• Collected data:
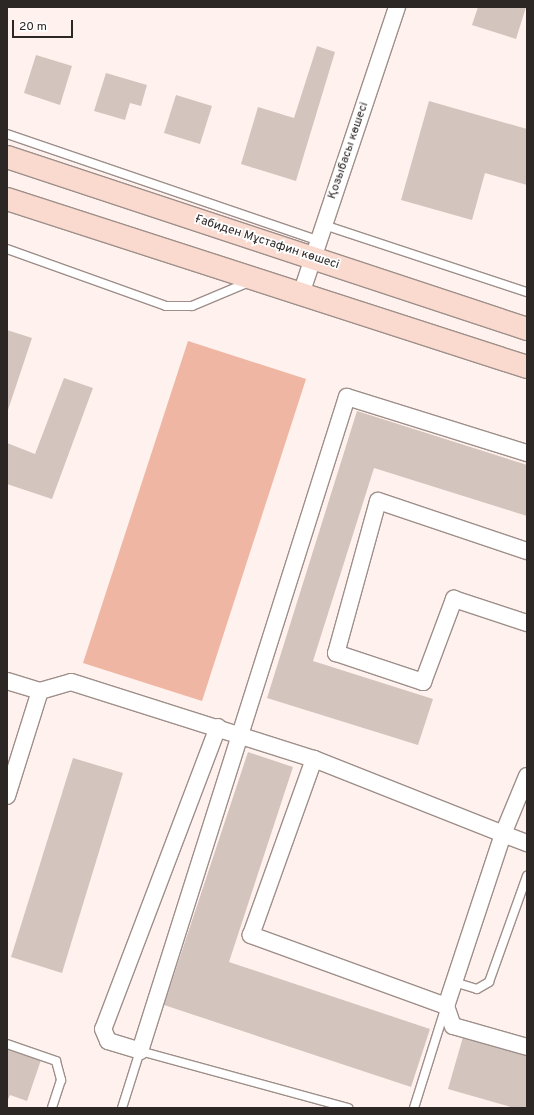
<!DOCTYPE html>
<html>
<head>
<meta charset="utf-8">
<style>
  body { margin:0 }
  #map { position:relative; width:534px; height:1115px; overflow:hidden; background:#fff1ed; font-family:Overpass,sans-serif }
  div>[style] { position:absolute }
  .green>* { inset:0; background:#eeb6a3 }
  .building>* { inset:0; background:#d4c4be }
  .roads { filter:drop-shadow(1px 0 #9e8f8a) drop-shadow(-1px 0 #9e8f8a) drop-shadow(0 1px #9e8f8a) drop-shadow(0 -1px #9e8f8a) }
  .lane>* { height:8px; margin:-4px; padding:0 4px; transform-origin:4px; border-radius:4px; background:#fff }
  .street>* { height:16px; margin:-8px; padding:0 8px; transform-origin:8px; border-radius:8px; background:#fff }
  .secondary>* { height:22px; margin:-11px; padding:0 11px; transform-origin:11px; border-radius:11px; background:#fadacf }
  span { translate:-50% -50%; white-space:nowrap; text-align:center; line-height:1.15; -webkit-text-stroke:3.5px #fff; paint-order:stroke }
  .street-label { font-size:12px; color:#2c2624 }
  .frame { position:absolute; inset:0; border:8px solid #2c2624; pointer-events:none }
  .scale { position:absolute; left:12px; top:20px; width:61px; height:18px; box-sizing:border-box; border:2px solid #2c2624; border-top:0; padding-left:5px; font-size:12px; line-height:14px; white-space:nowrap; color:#2c2624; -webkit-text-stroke:3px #fff; paint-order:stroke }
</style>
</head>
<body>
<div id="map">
  <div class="green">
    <div style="clip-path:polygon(188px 341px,306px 379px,202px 701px,83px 663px)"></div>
  </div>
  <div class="building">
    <div style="clip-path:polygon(478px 7px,526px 7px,516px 39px,472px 25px)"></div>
    <div style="clip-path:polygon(317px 46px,335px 52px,296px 181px,241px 164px,258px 107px,294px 118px)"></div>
    <div style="clip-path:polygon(36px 55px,72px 66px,60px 105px,24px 93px)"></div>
    <div style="clip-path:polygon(106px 73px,147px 85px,141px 106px,130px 103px,125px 120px,94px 111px)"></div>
    <div style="clip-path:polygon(176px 95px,212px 106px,200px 144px,164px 133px)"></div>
    <div style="clip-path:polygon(429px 101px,527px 129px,527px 185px,485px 173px,472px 220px,401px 200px)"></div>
    <div style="clip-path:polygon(7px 330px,32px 338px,7px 413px)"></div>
    <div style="clip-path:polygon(64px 378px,93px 388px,52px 499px,7px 484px,7px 443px,35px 454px)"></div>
    <div style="clip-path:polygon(357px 411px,527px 465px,527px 516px,374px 468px,313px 661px,433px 699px,418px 745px,267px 698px)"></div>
    <div style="clip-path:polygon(248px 752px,293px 767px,229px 962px,430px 1029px,411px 1087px,164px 1005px)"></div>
    <div style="clip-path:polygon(73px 758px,123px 773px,62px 973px,11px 957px)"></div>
    <div style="clip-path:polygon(463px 1037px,527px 1056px,527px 1108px,514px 1108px,448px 1089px)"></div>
    <div style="clip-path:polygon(7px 1048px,41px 1060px,27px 1101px,10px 1095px,7px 1102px)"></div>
  </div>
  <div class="roads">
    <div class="lane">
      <div style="left:7px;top:134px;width:330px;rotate:18.9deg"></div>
      <div style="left:324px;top:225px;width:214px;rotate:18.3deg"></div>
      <div style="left:7px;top:249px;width:169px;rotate:19.7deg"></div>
      <div style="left:166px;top:306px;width:26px"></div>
      <div style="left:192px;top:306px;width:62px;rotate:-22.8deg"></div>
      <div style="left:454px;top:982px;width:24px;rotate:17deg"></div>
      <div style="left:477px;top:989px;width:14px;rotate:-30deg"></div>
      <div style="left:489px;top:982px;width:113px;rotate:-70.3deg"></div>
      <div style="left:7px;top:1044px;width:52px;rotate:19.1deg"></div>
      <div style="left:56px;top:1061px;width:20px;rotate:75deg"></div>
      <div style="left:61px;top:1080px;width:29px;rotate:108deg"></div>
      <div style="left:122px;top:1108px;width:60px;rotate:-72.5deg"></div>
      <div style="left:140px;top:1051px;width:216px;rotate:15.3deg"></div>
      <div style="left:414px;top:1108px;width:104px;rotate:-72.6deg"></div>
    </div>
    <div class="street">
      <div style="left:301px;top:294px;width:303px;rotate:-71.5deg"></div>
      <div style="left:527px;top:551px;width:157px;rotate:-161.4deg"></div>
      <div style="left:378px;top:501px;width:158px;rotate:105.4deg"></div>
      <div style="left:336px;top:653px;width:92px;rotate:18.4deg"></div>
      <div style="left:423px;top:682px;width:89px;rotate:-69.5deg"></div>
      <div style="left:454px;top:599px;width:77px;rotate:18.2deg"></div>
      <div style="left:7px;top:681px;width:34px;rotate:17deg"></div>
      <div style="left:40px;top:691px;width:32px;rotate:-16deg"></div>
      <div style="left:71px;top:682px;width:255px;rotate:17.6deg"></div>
      <div style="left:218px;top:727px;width:323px;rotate:110.8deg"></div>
      <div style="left:103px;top:1029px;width:13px;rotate:67deg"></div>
      <div style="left:108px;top:1041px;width:34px;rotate:17deg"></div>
      <div style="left:140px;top:1051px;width:686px;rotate:-72.44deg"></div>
      <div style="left:347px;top:397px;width:189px;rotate:17.3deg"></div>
      <div style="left:527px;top:776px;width:63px;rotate:112.5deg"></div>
      <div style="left:503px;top:834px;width:181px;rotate:108.3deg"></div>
      <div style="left:446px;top:1006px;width:208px;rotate:-160deg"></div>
      <div style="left:251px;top:935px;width:187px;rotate:-70.3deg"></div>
      <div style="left:314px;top:759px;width:203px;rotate:21.6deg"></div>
      <div style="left:503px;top:834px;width:26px;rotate:21deg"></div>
      <div style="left:7px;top:796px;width:110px;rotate:-72.6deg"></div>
      <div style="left:446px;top:1006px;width:21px;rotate:71deg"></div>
      <div style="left:453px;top:1026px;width:77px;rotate:15.8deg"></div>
    </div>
    <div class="secondary">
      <div style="left:7px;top:157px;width:548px;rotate:18.3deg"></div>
      <div style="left:7px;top:199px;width:546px;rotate:17.9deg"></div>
    </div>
  </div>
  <div class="street-label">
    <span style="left:349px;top:151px;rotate:-71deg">Қозыбасы көшесі</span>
    <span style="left:267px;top:243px;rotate:18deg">Ғабиден Мұстафин көшесі</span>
  </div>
  <div class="frame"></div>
  <div class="scale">20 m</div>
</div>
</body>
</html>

• AIM OF THE EXERCISE: Copy word for word each line of the data above, from the first through the one containing "filter:drop-shadow(1px 0 #9e8f8a)", and include no pictures.

• RESULT FOR THIS EXERCISE:
<!DOCTYPE html>
<html>
<head>
<meta charset="utf-8">
<style>
  body { margin:0 }
  #map { position:relative; width:534px; height:1115px; overflow:hidden; background:#fff1ed; font-family:Overpass,sans-serif }
  div>[style] { position:absolute }
  .green>* { inset:0; background:#eeb6a3 }
  .building>* { inset:0; background:#d4c4be }
  .roads { filter:drop-shadow(1px 0 #9e8f8a) drop-shadow(-1px 0 #9e8f8a) drop-shadow(0 1px #9e8f8a) drop-shadow(0 -1px #9e8f8a) }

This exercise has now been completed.